- Problem to work on:
Only the lines from the start of the material through the line containing "display:flex; align-items:center; gap:12px;" are to be extracted, exactly as they appear.
===== Records for the exercise
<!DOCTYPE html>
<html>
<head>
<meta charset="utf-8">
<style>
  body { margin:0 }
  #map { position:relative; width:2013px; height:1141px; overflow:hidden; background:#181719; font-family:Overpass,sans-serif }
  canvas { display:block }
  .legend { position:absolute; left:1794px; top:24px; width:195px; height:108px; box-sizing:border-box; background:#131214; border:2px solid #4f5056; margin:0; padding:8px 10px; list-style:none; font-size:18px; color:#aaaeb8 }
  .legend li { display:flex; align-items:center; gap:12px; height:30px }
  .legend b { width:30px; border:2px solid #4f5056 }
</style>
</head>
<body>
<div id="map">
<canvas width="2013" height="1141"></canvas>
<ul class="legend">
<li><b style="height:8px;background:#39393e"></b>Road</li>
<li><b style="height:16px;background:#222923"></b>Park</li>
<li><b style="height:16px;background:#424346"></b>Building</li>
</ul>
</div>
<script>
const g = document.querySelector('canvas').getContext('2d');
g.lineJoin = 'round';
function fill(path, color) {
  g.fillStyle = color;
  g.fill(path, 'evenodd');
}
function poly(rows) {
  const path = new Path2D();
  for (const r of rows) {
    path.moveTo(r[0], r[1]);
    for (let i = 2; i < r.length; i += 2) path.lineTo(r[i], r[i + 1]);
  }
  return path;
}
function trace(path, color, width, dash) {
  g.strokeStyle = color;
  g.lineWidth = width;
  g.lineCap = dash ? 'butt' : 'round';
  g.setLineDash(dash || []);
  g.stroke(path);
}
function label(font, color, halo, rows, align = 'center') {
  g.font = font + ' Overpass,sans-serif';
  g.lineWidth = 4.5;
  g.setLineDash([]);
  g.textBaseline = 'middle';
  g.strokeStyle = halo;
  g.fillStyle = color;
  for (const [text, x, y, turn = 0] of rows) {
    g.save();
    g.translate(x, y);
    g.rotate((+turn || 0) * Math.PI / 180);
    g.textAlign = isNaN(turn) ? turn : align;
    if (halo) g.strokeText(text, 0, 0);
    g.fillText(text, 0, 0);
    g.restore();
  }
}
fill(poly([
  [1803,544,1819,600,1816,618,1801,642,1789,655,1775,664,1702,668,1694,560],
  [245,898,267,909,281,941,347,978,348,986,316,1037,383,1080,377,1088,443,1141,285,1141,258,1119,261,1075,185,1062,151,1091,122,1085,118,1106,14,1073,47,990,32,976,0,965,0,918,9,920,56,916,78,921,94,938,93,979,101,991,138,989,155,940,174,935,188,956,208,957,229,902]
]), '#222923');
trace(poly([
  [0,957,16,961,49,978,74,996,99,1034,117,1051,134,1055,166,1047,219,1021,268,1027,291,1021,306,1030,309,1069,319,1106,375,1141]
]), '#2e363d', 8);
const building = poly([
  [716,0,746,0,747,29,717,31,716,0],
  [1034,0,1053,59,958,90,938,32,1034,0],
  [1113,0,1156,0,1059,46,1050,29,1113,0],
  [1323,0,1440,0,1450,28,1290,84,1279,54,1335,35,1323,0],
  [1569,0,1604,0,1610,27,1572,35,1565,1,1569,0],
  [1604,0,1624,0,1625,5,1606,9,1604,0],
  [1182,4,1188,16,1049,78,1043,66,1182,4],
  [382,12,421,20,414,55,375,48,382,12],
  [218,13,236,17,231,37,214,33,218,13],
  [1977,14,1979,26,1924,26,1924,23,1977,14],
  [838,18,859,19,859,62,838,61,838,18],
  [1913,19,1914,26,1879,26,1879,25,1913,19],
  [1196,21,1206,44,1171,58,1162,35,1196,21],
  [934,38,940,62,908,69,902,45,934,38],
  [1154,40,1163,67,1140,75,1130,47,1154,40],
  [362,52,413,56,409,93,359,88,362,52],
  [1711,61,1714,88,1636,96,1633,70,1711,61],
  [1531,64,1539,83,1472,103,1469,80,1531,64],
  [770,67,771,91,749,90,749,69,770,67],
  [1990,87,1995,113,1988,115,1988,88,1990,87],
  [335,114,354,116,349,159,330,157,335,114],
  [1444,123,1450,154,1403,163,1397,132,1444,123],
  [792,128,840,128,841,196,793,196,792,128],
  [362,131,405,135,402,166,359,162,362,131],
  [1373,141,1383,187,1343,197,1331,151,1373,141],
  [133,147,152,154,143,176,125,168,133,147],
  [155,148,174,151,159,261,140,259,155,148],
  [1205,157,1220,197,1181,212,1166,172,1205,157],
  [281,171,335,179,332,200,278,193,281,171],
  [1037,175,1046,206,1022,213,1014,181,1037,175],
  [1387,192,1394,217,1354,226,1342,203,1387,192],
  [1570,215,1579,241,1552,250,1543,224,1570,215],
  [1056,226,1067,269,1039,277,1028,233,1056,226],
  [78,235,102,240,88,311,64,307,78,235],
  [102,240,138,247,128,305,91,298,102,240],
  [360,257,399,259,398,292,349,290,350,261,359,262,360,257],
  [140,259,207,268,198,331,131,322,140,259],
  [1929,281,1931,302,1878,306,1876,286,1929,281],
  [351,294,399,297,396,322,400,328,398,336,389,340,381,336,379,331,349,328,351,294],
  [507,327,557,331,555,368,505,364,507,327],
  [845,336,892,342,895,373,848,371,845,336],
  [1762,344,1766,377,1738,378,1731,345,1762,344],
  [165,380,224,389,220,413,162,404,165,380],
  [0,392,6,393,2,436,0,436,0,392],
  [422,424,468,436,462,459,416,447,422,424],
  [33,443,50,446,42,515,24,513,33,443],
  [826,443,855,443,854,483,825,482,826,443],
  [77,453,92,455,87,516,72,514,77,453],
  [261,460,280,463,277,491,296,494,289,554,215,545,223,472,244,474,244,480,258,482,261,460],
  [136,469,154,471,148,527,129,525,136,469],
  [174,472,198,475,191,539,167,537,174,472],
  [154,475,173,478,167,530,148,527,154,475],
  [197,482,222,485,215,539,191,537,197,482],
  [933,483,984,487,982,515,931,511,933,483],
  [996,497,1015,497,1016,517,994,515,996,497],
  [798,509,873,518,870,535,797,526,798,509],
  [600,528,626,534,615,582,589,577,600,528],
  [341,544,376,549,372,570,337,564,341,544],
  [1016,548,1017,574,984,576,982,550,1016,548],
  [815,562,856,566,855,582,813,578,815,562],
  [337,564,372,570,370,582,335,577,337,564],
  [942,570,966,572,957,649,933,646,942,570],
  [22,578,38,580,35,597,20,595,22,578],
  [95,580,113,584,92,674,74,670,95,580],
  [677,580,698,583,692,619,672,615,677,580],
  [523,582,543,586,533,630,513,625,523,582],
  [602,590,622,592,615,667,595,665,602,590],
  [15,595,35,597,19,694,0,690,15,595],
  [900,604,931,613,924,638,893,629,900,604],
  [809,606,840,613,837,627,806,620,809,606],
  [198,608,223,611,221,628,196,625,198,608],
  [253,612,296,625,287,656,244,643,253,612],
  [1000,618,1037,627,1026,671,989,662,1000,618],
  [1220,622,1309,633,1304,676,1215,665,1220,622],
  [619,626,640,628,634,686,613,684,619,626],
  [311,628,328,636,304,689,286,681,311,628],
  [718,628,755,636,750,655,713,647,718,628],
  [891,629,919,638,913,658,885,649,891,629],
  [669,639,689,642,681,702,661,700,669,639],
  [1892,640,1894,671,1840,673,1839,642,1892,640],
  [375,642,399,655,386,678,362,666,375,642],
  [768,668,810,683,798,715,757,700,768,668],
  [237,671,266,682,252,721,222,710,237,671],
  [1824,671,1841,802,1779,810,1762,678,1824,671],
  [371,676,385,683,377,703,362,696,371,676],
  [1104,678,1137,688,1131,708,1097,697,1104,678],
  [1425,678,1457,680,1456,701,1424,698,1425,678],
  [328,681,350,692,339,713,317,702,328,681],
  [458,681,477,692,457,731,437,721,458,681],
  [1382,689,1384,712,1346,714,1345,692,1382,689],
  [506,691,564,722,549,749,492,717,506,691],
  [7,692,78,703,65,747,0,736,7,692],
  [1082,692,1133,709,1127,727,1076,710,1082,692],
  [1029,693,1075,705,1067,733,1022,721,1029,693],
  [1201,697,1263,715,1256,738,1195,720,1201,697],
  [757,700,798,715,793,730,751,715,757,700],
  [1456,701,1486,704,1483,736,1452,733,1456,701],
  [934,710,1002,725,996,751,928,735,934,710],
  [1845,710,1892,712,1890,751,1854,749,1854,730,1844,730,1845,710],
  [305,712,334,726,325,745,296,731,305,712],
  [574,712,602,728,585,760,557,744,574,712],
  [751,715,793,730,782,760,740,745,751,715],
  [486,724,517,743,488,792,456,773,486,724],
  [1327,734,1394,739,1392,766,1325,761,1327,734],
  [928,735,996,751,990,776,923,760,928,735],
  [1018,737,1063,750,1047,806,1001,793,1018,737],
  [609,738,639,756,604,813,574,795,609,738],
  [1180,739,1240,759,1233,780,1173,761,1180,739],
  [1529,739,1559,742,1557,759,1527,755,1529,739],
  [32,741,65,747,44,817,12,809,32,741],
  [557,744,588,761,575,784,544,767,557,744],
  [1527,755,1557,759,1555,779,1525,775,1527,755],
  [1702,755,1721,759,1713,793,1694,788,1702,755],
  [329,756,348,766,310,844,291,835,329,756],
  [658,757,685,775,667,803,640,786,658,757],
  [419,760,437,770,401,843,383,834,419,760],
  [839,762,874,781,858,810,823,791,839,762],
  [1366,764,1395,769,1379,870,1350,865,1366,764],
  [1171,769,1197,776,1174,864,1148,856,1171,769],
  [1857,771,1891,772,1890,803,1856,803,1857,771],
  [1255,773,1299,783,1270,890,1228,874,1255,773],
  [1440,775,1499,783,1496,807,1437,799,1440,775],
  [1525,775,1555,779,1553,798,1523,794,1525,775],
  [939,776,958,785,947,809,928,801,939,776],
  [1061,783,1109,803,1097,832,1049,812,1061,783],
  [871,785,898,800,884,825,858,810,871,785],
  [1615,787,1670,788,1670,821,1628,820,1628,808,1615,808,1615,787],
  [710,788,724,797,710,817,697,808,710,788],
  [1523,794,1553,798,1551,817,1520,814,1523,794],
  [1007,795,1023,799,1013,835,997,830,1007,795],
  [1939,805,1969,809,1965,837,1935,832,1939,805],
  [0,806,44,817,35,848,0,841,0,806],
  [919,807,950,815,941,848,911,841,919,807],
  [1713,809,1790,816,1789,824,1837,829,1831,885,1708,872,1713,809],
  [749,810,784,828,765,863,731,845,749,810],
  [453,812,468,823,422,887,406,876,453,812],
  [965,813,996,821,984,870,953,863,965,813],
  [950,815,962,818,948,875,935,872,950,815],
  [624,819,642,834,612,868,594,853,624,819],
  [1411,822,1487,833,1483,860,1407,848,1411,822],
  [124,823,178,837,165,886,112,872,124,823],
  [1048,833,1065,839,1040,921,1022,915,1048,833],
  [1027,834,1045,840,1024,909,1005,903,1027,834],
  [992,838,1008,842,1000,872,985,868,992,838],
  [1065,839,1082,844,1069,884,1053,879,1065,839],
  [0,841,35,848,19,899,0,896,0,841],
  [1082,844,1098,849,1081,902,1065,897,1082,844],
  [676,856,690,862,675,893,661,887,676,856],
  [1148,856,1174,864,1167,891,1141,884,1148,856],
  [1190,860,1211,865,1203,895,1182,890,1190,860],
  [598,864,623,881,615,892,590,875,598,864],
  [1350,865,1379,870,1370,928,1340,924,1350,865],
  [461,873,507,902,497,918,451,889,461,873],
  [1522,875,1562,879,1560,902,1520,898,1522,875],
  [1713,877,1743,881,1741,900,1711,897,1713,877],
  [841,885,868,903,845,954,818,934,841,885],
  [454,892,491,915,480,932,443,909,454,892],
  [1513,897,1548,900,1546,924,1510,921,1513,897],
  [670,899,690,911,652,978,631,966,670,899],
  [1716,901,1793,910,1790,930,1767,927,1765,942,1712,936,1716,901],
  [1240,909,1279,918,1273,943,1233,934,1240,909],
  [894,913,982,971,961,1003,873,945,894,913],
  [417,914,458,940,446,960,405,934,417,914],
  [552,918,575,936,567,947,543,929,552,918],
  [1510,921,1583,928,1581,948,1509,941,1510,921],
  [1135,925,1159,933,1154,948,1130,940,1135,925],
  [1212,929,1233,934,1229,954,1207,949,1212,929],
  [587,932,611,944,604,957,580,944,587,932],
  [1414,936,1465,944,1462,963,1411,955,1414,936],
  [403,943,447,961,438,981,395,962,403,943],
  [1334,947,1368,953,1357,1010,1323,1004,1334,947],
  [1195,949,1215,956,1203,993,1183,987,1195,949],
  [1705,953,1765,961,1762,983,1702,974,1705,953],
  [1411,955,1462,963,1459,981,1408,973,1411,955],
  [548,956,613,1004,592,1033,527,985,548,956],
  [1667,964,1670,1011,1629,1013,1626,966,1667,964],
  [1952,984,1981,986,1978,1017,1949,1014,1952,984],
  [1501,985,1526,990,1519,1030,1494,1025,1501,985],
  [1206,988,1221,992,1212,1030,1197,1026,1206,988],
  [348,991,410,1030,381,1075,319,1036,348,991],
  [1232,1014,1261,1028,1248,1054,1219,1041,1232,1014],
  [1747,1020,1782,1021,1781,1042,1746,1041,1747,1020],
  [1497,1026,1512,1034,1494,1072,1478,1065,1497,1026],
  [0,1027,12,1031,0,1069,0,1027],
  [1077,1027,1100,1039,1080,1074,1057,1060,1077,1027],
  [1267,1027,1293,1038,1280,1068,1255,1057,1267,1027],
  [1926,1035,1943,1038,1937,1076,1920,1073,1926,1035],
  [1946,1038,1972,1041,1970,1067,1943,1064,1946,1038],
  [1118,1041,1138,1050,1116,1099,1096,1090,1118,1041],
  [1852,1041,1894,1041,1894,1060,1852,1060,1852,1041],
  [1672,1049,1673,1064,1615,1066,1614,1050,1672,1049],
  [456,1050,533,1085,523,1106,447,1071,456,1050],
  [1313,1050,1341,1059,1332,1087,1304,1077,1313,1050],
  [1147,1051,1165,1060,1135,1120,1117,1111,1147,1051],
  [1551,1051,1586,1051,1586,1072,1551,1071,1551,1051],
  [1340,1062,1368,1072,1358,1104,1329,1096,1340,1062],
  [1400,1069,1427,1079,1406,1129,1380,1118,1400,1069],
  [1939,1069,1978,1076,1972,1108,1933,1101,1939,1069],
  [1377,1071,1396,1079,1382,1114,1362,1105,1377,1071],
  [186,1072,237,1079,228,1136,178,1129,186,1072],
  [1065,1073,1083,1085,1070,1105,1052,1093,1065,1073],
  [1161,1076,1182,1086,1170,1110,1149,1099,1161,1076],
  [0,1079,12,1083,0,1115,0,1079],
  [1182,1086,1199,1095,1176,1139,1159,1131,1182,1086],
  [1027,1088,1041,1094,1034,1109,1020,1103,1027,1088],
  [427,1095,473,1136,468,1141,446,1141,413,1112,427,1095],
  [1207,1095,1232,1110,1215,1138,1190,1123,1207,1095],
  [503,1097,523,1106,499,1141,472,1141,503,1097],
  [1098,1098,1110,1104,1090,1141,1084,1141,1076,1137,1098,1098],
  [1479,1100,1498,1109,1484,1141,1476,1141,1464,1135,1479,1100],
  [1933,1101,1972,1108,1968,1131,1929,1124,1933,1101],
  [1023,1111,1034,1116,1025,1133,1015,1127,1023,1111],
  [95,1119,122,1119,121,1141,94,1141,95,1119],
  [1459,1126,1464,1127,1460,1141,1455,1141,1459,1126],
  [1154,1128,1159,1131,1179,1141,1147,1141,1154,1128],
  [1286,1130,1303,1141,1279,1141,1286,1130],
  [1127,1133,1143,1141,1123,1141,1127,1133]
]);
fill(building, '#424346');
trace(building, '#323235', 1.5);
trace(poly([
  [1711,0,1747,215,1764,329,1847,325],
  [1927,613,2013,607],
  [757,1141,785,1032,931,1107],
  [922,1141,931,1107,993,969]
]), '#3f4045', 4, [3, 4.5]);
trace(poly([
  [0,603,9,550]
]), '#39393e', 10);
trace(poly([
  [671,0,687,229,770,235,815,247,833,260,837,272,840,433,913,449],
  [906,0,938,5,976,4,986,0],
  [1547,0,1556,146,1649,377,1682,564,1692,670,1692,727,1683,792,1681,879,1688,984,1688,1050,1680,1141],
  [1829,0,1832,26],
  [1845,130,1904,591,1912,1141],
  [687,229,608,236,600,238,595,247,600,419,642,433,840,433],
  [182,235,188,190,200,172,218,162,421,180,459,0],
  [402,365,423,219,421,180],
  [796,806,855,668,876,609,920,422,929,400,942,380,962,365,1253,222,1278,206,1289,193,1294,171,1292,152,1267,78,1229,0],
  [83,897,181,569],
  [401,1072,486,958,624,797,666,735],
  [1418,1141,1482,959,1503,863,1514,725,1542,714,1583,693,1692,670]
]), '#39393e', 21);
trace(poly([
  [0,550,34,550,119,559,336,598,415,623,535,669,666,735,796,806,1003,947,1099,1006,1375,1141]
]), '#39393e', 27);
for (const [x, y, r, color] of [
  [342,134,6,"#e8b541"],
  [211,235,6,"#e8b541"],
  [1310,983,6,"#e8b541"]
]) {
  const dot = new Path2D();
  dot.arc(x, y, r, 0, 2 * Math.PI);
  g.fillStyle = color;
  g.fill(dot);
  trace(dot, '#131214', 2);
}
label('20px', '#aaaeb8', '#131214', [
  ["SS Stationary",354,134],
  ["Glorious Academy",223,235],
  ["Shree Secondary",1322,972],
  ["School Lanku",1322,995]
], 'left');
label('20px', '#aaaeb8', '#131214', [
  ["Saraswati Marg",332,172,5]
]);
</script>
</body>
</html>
==========
- Finished exercise:
<!DOCTYPE html>
<html>
<head>
<meta charset="utf-8">
<style>
  body { margin:0 }
  #map { position:relative; width:2013px; height:1141px; overflow:hidden; background:#181719; font-family:Overpass,sans-serif }
  canvas { display:block }
  .legend { position:absolute; left:1794px; top:24px; width:195px; height:108px; box-sizing:border-box; background:#131214; border:2px solid #4f5056; margin:0; padding:8px 10px; list-style:none; font-size:18px; color:#aaaeb8 }
  .legend li { display:flex; align-items:center; gap:12px; height:30px }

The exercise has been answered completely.